/Grapheme-String

Unicode compatible string libraries always include the disclaimer that whatever units you're working with don't correspond to what look like individual characters (graphemes) on the screen. This simplifies everything by getting rid of that. This is a string library where the unit is the grapheme.

Primary LanguageCApache License 2.0Apache-2.0

Grapheme-String

Unicode compatible string libraries always include the disclaimer that whatever units you're working with don't correspond to what look like individual characters (graphemes) on the screen. This simplifies everything by getting rid of that. This is a string library where the unit is the grapheme.

aString[n] returns the nth grapheme, which is also a string.

iterators iterate over graphemes.

You can use for each: for(auto aGrapheme : aString) something << aGrapheme;

There are reverse iterators, you could use: for (auto a = aString.rbegin(); a != aString.rend(); ++a) { something << a;/*etc*/ }

You can get substrings with slice. Note that negative indexes index from the end.

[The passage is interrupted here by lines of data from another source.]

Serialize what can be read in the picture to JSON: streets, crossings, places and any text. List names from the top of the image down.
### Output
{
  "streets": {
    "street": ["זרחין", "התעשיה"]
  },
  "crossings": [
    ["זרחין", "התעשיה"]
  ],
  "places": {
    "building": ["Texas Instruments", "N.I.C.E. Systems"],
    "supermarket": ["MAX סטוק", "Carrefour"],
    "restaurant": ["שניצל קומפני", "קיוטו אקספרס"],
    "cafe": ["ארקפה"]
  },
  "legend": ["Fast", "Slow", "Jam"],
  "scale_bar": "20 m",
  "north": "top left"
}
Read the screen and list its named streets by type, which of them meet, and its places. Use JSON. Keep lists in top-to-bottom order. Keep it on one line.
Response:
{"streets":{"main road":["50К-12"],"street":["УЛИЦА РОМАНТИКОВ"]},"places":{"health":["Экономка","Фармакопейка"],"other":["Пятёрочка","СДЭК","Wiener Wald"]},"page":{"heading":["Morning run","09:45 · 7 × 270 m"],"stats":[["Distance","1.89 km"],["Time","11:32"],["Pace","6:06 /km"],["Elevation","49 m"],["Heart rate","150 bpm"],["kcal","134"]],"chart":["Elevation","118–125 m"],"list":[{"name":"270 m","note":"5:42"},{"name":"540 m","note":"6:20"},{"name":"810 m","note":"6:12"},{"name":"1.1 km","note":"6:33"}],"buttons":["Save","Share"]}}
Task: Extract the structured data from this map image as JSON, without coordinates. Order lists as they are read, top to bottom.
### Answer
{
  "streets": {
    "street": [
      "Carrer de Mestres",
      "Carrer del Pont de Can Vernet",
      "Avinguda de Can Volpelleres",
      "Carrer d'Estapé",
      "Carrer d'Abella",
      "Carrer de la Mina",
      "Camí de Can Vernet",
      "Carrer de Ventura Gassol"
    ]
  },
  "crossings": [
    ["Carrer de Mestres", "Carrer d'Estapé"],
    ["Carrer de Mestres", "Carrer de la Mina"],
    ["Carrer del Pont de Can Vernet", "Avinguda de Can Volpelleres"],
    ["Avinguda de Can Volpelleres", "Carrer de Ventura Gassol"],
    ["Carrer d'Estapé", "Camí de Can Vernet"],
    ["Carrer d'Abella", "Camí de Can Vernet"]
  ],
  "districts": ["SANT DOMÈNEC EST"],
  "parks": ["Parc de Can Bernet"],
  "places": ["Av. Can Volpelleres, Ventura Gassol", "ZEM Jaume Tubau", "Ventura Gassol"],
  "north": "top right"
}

Comparison operators, hashing are predefined, allowing use with standard library objects like map and unordered_map etc.

Note, the way this works is that strings are broken up into graphemes on creation and indexed. Due to pre-indexing, indexing aftwards is fast, but also strings are immutable.

What are exposed as strings in this library are actually substrings, where whenever you take a substring, the original string is maintained and the new substring just refers to it. If you want to release a master string, then replace your substrings with deep copies (there's a deep_copy() function) and when there are no references left to the master string it will be automatically deleted.

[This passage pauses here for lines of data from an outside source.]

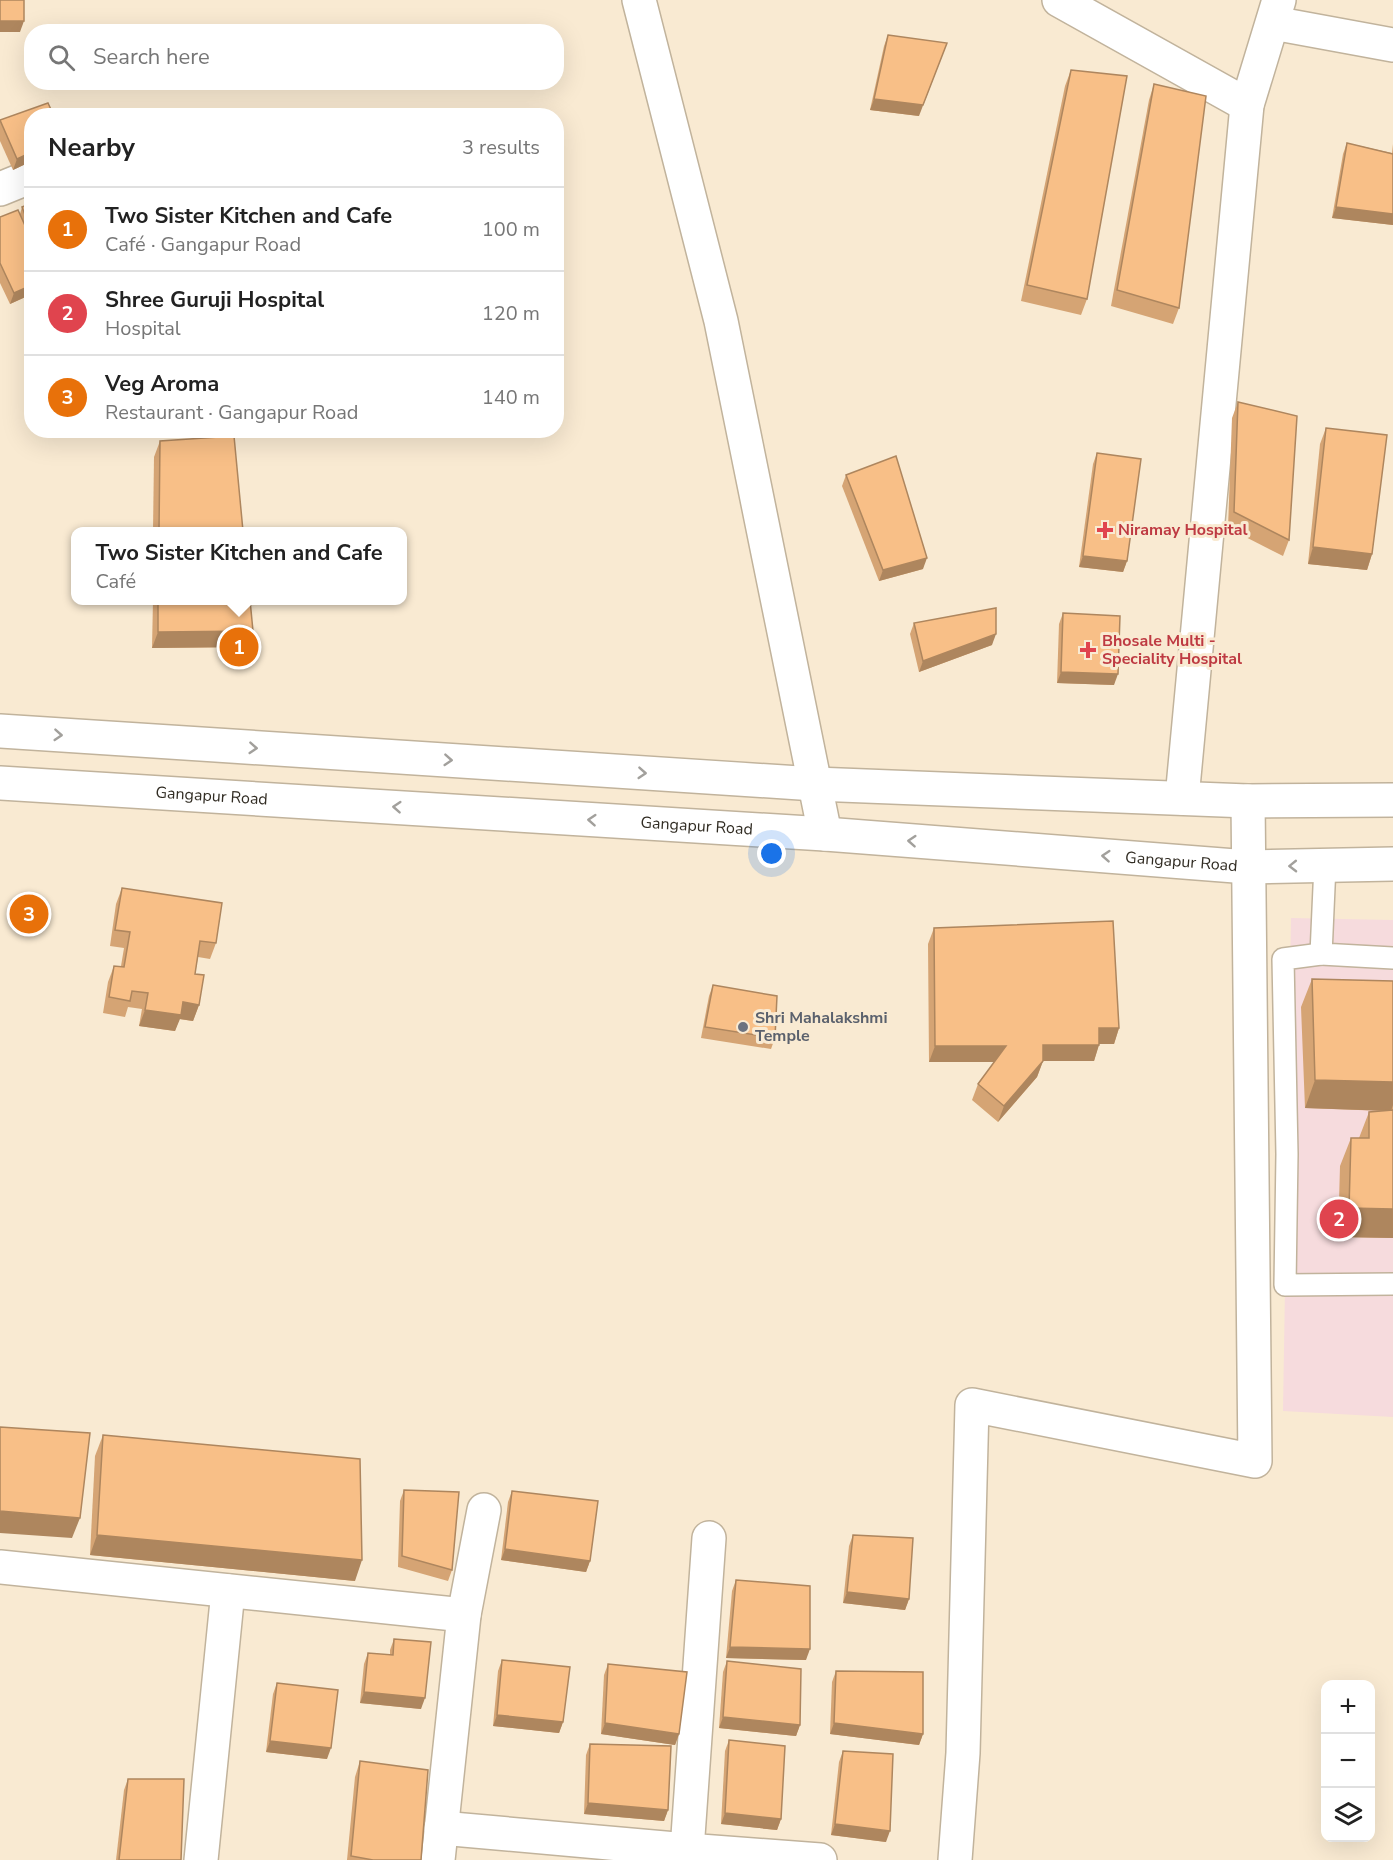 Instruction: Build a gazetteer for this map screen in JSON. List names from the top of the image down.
{
  "streets": {
    "street": ["Gangapur Road"]
  },
  "places": {
    "health": ["Niramay Hospital", "Bhosale Multi - Speciality Hospital"],
    "other": ["Shri Mahalakshmi Temple"]
  },
  "page": {
    "search": "Search here",
    "heading": ["Nearby", "3 results"],
    "list": [
      {
        "mark": "1",
        "name": "Two Sister Kitchen and Cafe",
        "note": "Café · Gangapur Road",
        "value": "100 m"
      },
      {
        "mark": "2",
        "name": "Shree Guruji Hospital",
        "note": "Hospital",
        "value": "120 m"
      },
      {
        "mark": "3",
        "name": "Veg Aroma",
        "note": "Restaurant · Gangapur Road",
        "value": "140 m"
      }
    ],
    "popup": ["Two Sister Kitchen and Cafe", "Café"],
    "pins": ["1", "3", "2"],
    "map_buttons": ["+", "−"]
  }
}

This is a library for immutable strings. There is a GraphemeStringBuilder class for building new strings out of bits of existing ones.

This version is for Windows and can convert windows 16 bit unicode. Later I'll add Linux compatibility.

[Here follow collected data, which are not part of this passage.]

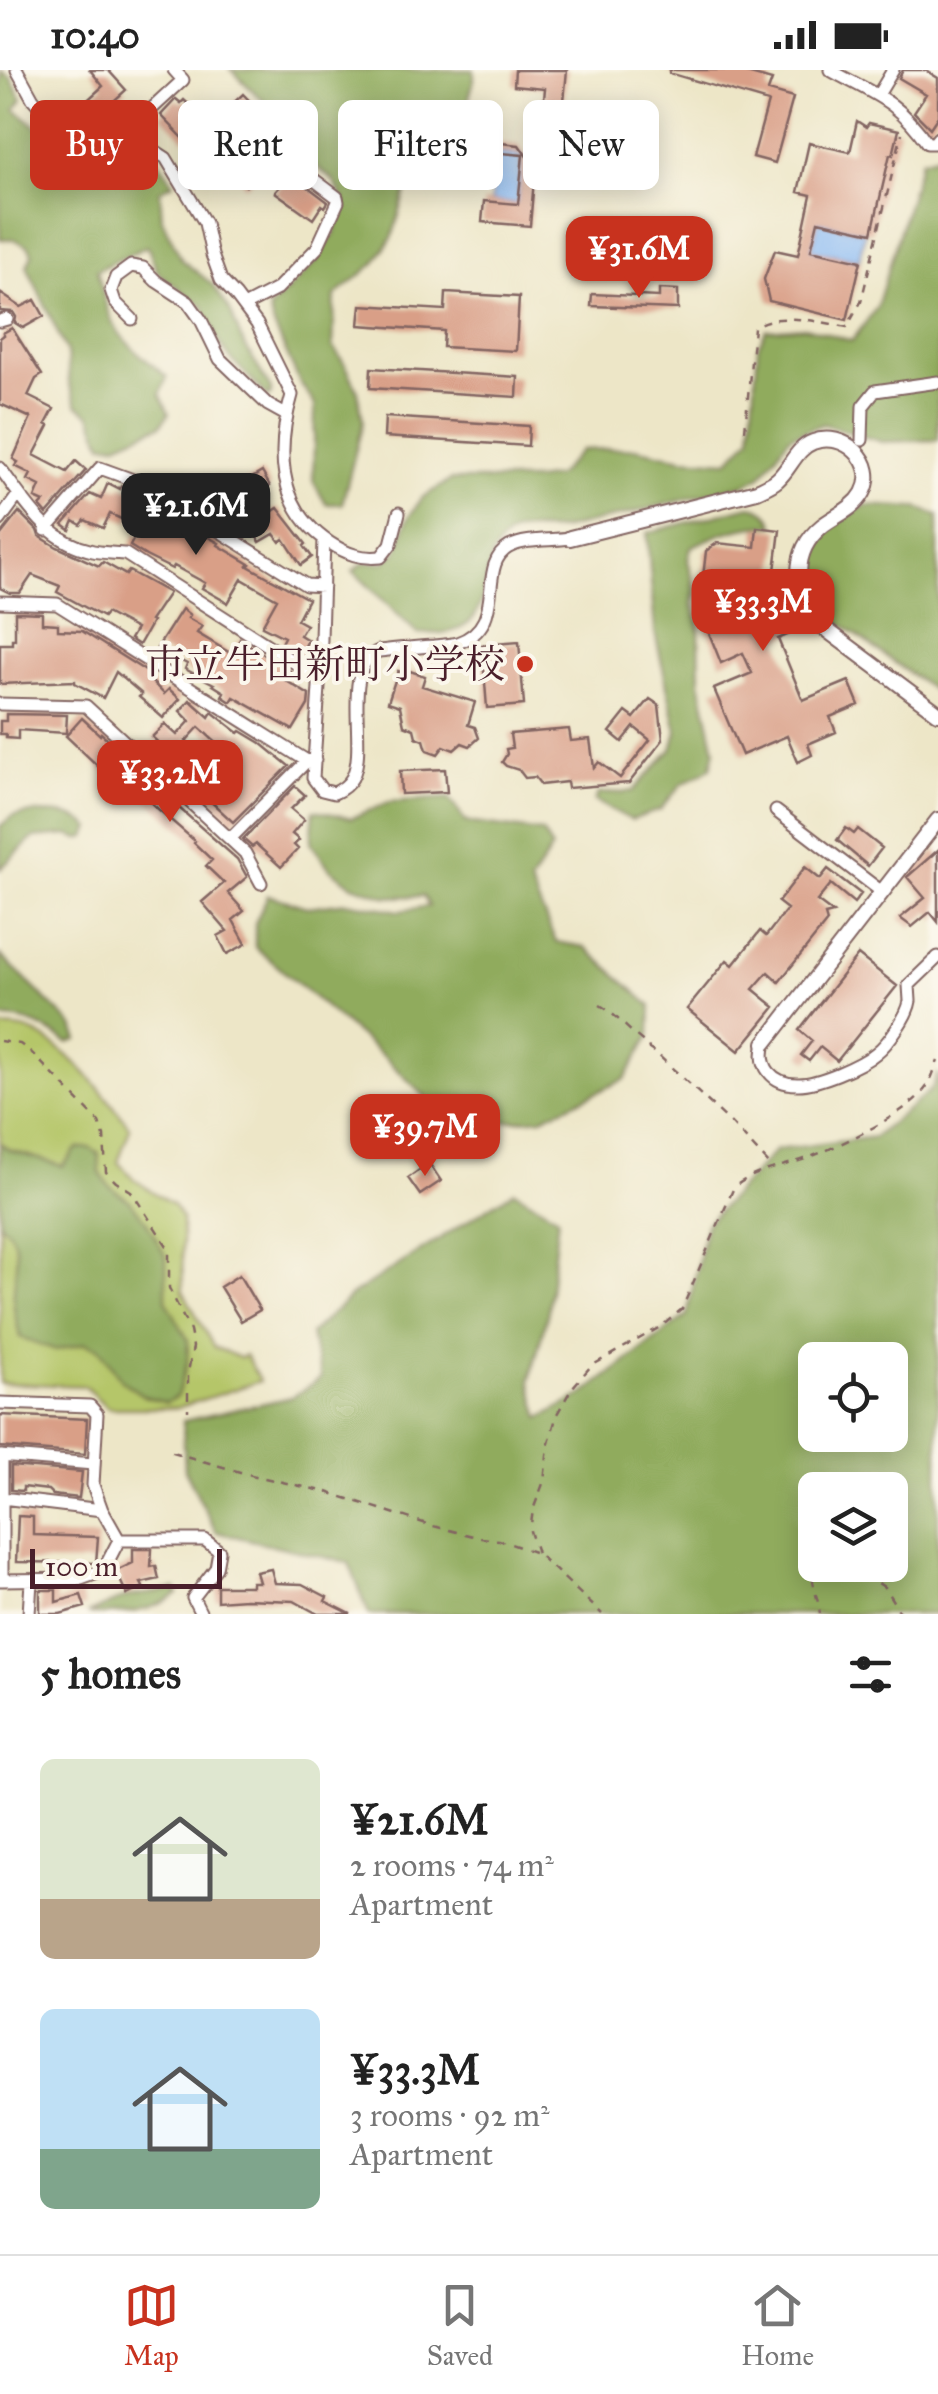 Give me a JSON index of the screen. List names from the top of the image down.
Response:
{
  "places": ["市立牛田新町小学校"],
  "scale_bar": "100 m",
  "page": {
    "status": "10:40",
    "chip": [
      "Buy",
      "Rent",
      "Filters",
      "New"
    ],
    "price": [
      "¥31.6M",
      "¥21.6M",
      "¥33.3M",
      "¥33.2M",
      "¥39.7M"
    ],
    "scale": "100 m",
    "heading": "5 homes",
    "list": [
      {
        "name": "¥21.6M",
        "note": "2 rooms · 74 m² · Apartment"
      },
      {
        "name": "¥33.3M",
        "note": "3 rooms · 92 m² · Apartment"
      }
    ],
    "tabs": ["Map", "Saved", "Home"]
  }
}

Output using streams assumes that you want UTF8 output. I realize that this isn't window's preference for display, but I assume that you're keeping your documents in utf8 form and displaying them another way. Note that every string DOES HAVE an array of 32 bit Codepoints as well as a UTF8 buffer so you could output using those. I didn't make output to streams use windows wchar because those are rather limited and the streams stop working if you output a character that isn't in the default code page - and if you need a grapheme library you're probably using characters that aren't in everyone's default codepage.

It also uses the Boost Library for reference counted sharing through the intrusive counter. By default faster, not-thread safe reference counting is used, but you can change it to safe multi-thread reference counting with a one line change.

Boost is the only dependency that isn't already included in the source files.

It has Julia's utf8proc library as a dependency. The latest version of that is included in a subdirectory.

It has Bob Jenkins' spooky hash as a dependency, also included.

So to summarize what these are like:

  1. Creating strings is slow, because they're indexed on creation. They take up a lot of memory relative to utf8, because they have a UTF8 buffer and a UTF32 buffer and a grapheme index. But unlike other libraries, every string can be indexed by graphemes, also by UTF32 codepoints or by UTF8 bytes.

  2. Making substrings is instant, since substrings are shared.

  3. Sharing is done with reference counting which is fast because it's not thread safe (unless you change a line). a) Strings and their substrings should stay in the thread they were created in or else be transfered all at once.

  4. Strings are immutable but there is a string builder class.

  5. Strings are compatible with the standard library, with for each etc. There are iterators, comparisons and hashes.

  6. The boost library is a dependency, but all other dependencies are included in the source.